Jednocześnie należy zwrócić uwagę także na nawarstwiające się i nierozwiązane dotąd problemy dotyczące zagospodarowania przestrzennego. Chaos urbanistyczny zagraża spójności funkcjonalnej miasta i stanowi wyzwanie z punktu widzenia zmian klimatycznych. Od wielu lat jako środowisko architektów i urbanistów wskazujemy na konieczność systemowego podejścia do tego zagadnienia oraz ryzyka wynikające z jego ignorowania. Mówimy o konieczności przygotowania miasta na upały, okresy suszy, gwałtowne opady.
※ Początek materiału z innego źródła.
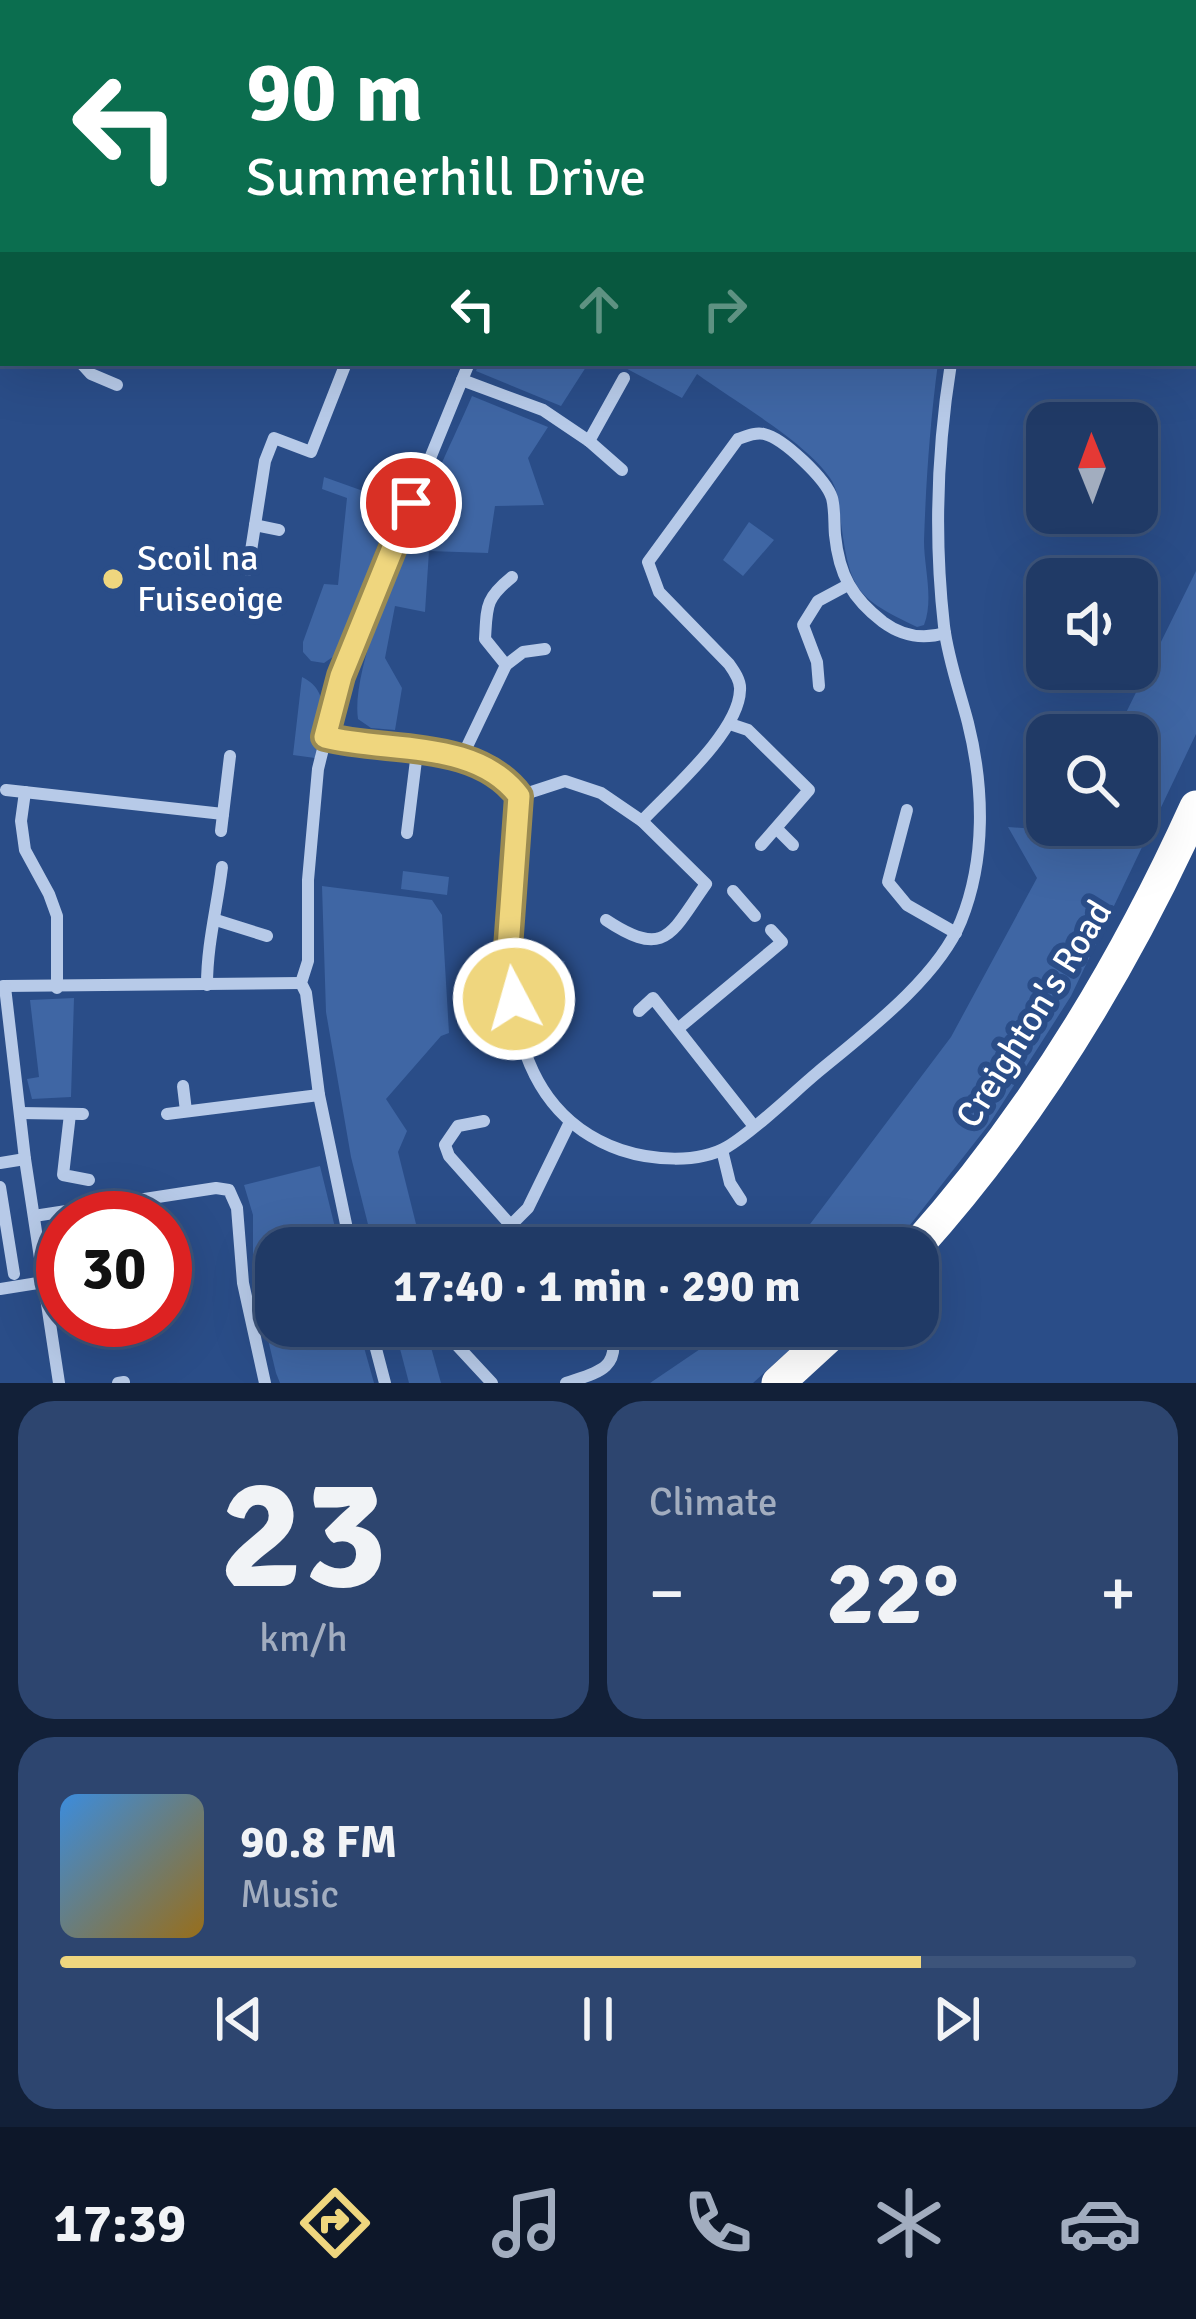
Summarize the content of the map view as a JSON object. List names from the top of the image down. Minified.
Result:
{"streets":{"highway":["Creighton's Road"]},"places":["Scoil na Fuiseoige"],"north":"top","page":{"turn":["90 m","Summerhill Drive"],"limit":"30","trip":"17:40 · 1 min · 290 m","tile":[["23","km/h"],"Climate"],"heat":["−","22°","+"],"song":["90.8 FM","Music"],"tabs":"17:39"}}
Zielona infrastruktura jest konieczna, żeby zmniejszyć efekt miejskiej wyspy ciepła, poprawić mikroklimat i jakość życia.
W związku z powyższym pragniemy zwrócić uwagę na wyzwania stojące przed osobą, która obejmie stery naszego Miasta. Konieczne jest uporządkowanie polityki przestrzennej, zwiększenie roli partnerów społecznych w jej kształtowaniu, zwiększenie transparentności informacji dotyczących inicjatyw inwestycyjnych i zagospodarowania przestrzennego. Zwracamy uwagę na znaczenie studium uwarunkowań przestrzennych i zagospodarowania przestrzennego, które w przyszłości pozwoli na zwiększenie racjonalności wykorzystania przestrzeni miasta oraz ochronę najcenniejszych kulturowo i przyrodniczo obszarów.
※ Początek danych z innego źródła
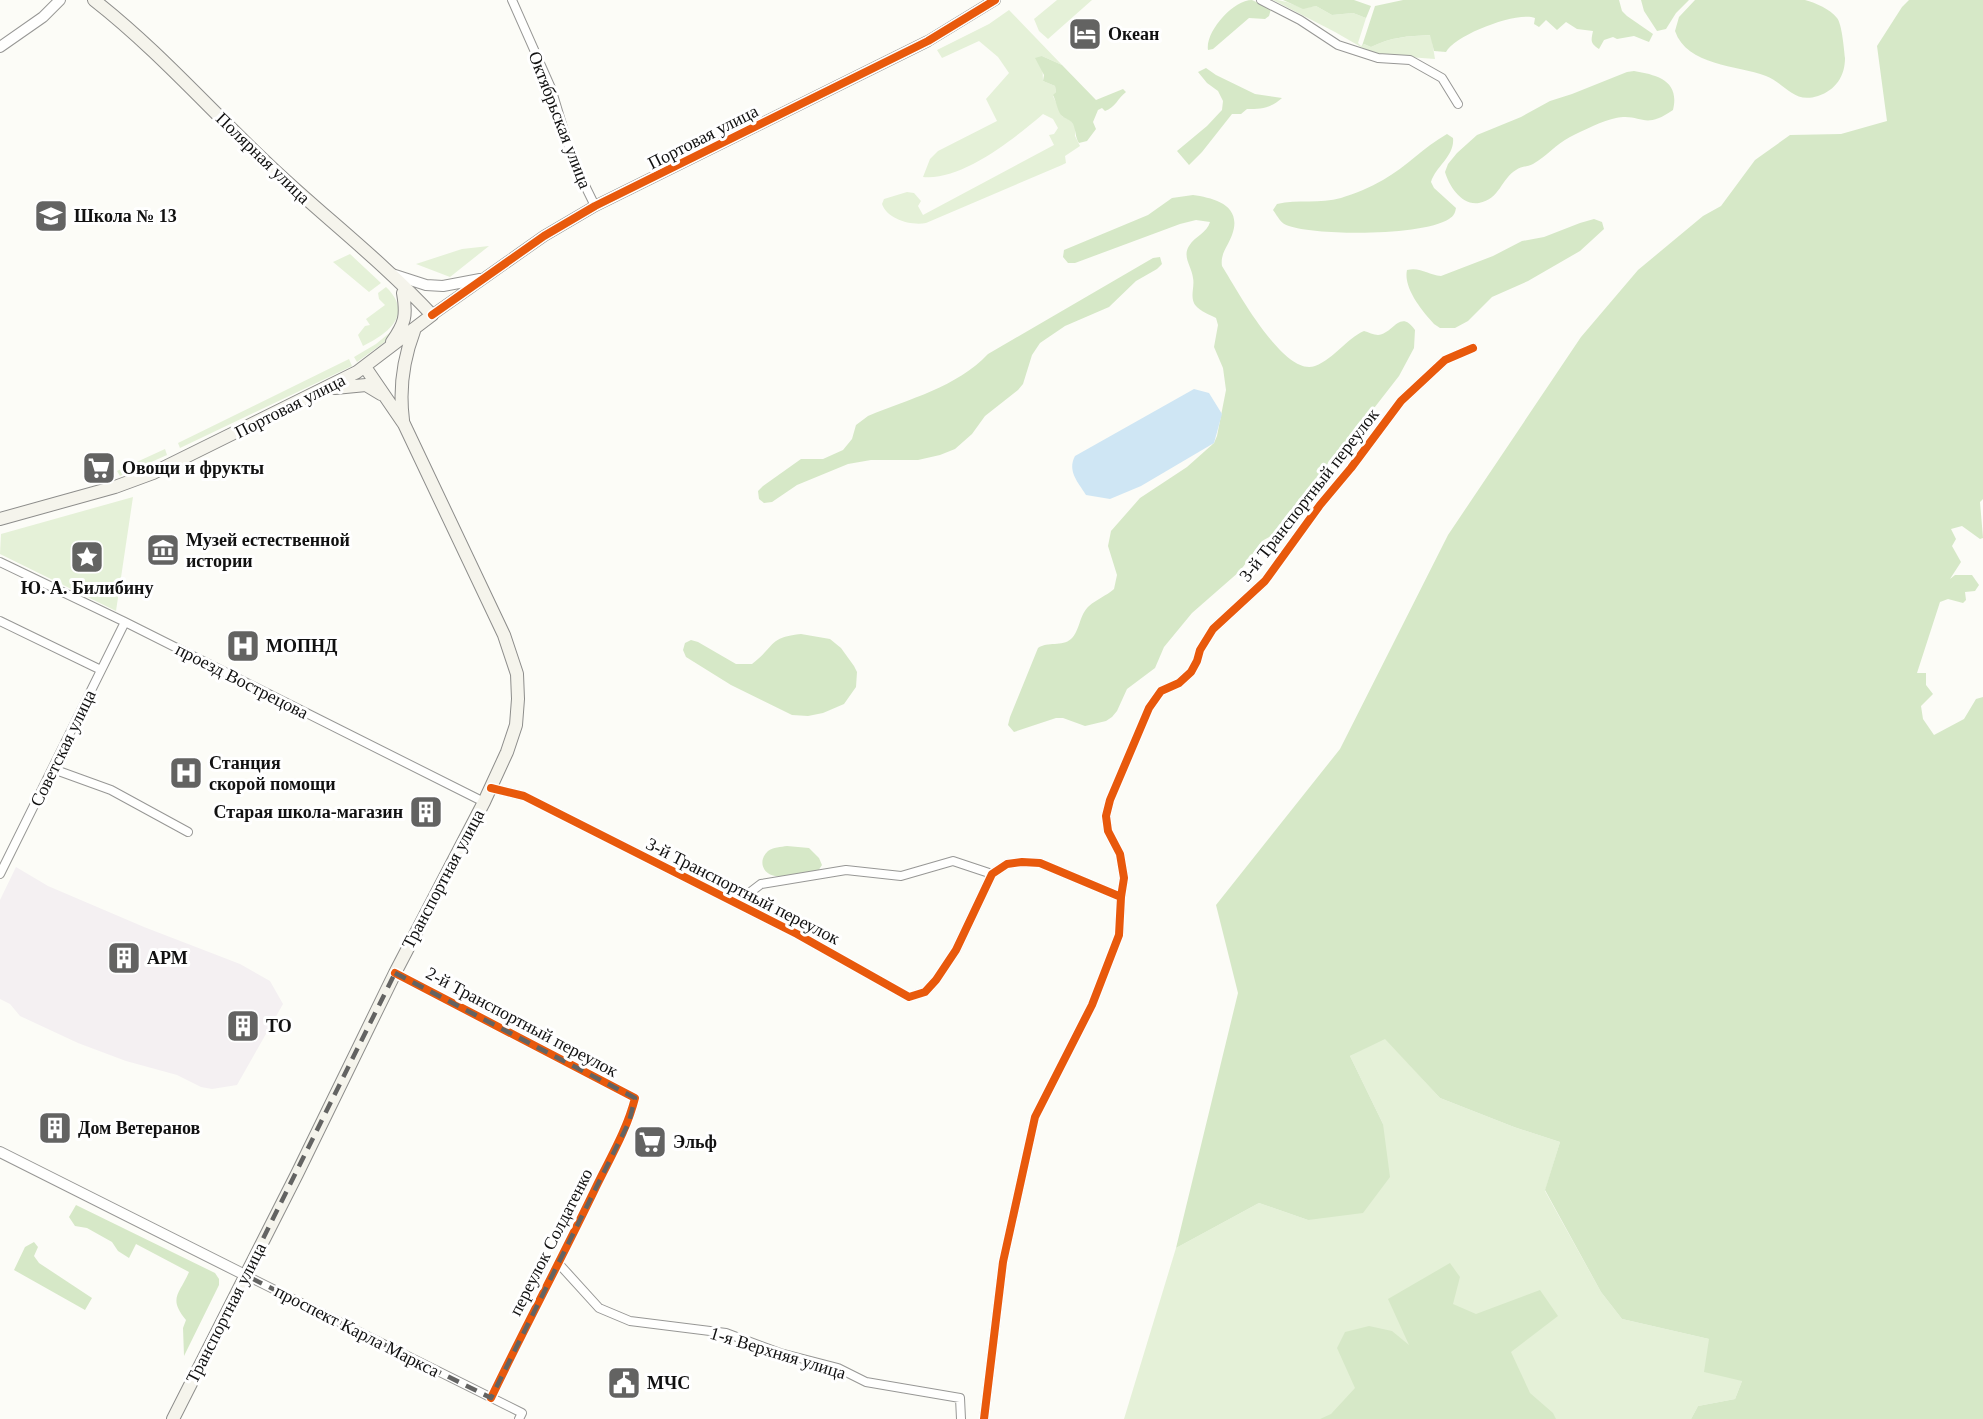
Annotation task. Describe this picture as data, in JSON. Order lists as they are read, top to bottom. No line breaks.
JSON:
{"streets":{"main road":["Портовая улица","Полярная улица","Транспортная улица"],"street":["Октябрьская улица","3-й Транспортный переулок","проезд Вострецова","Советская улица","2-й Транспортный переулок","переулок Солдатенко","проспект Карла Маркса","1-я Верхняя улица"]},"crossings":[["Октябрьская улица","Портовая улица"],["Портовая улица","Полярная улица"],["Портовая улица","Транспортная улица"],["3-й Транспортный переулок","Транспортная улица"],["проезд Вострецова","Советская улица"],["проезд Вострецова","Транспортная улица"],["Транспортная улица","2-й Транспортный переулок"],["Транспортная улица","проспект Карла Маркса"],["2-й Транспортный переулок","переулок Солдатенко"],["переулок Солдатенко","проспект Карла Маркса"],["переулок Солдатенко","1-я Верхняя улица"]],"places":{"hotel":["Океан"],"school or university":["Школа № 13"],"supermarket":["Овощи и фрукты","Эльф"],"museum":["Музей естественной истории"],"place":["Ю. А. Билибину"],"hospital":["МОПНД","Станция скорой помощи"],"building":["Старая школа-магазин","АРМ","ТО","Дом Ветеранов"],"public building":["МЧС"]}}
Nisko oceniamy niewystarczający postęp prac nad miejscowymi planami zagospodarowania przestrzennego oraz nad polityką przestrzenną miasta, zwłaszcza w kontekście podejmowania w oderwaniu od nich prac dotyczących zagospodarowania najważniejszych przestrzeni i budynków publicznych w Rzeszowie. Brakuje wykorzystania zaplecza eksperckiego środowiska akademickiego Rzeszowa w planowaniu i rozwoju miasta.
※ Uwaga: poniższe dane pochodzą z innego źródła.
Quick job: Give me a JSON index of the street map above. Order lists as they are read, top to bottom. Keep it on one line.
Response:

Jesteśmy przekonani, że wprowadzenie większej jawności w proces planowania przestrzennego przyczyni się do poprawienia jakości przestrzeni naszego miasta. Rozpoczęta zaś w ten sposób dyskusja pomoże w lepszym zrozumieniu wzajemnych intencji i ograniczy konflikty o przestrzeń.
Projekty przestrzeni publicznych oraz najważniejszych budynków tworzących przestrzeń publiczną powinny być wykonywane wyłącznie na podstawie konkursów architektonicznych. Należy ograniczyć możliwości wykorzystywania administracyjnych decyzji o warunkach zabudowy (inwestowanie na terenach nieobjętych planami winno mieć charakter wyjątkowy).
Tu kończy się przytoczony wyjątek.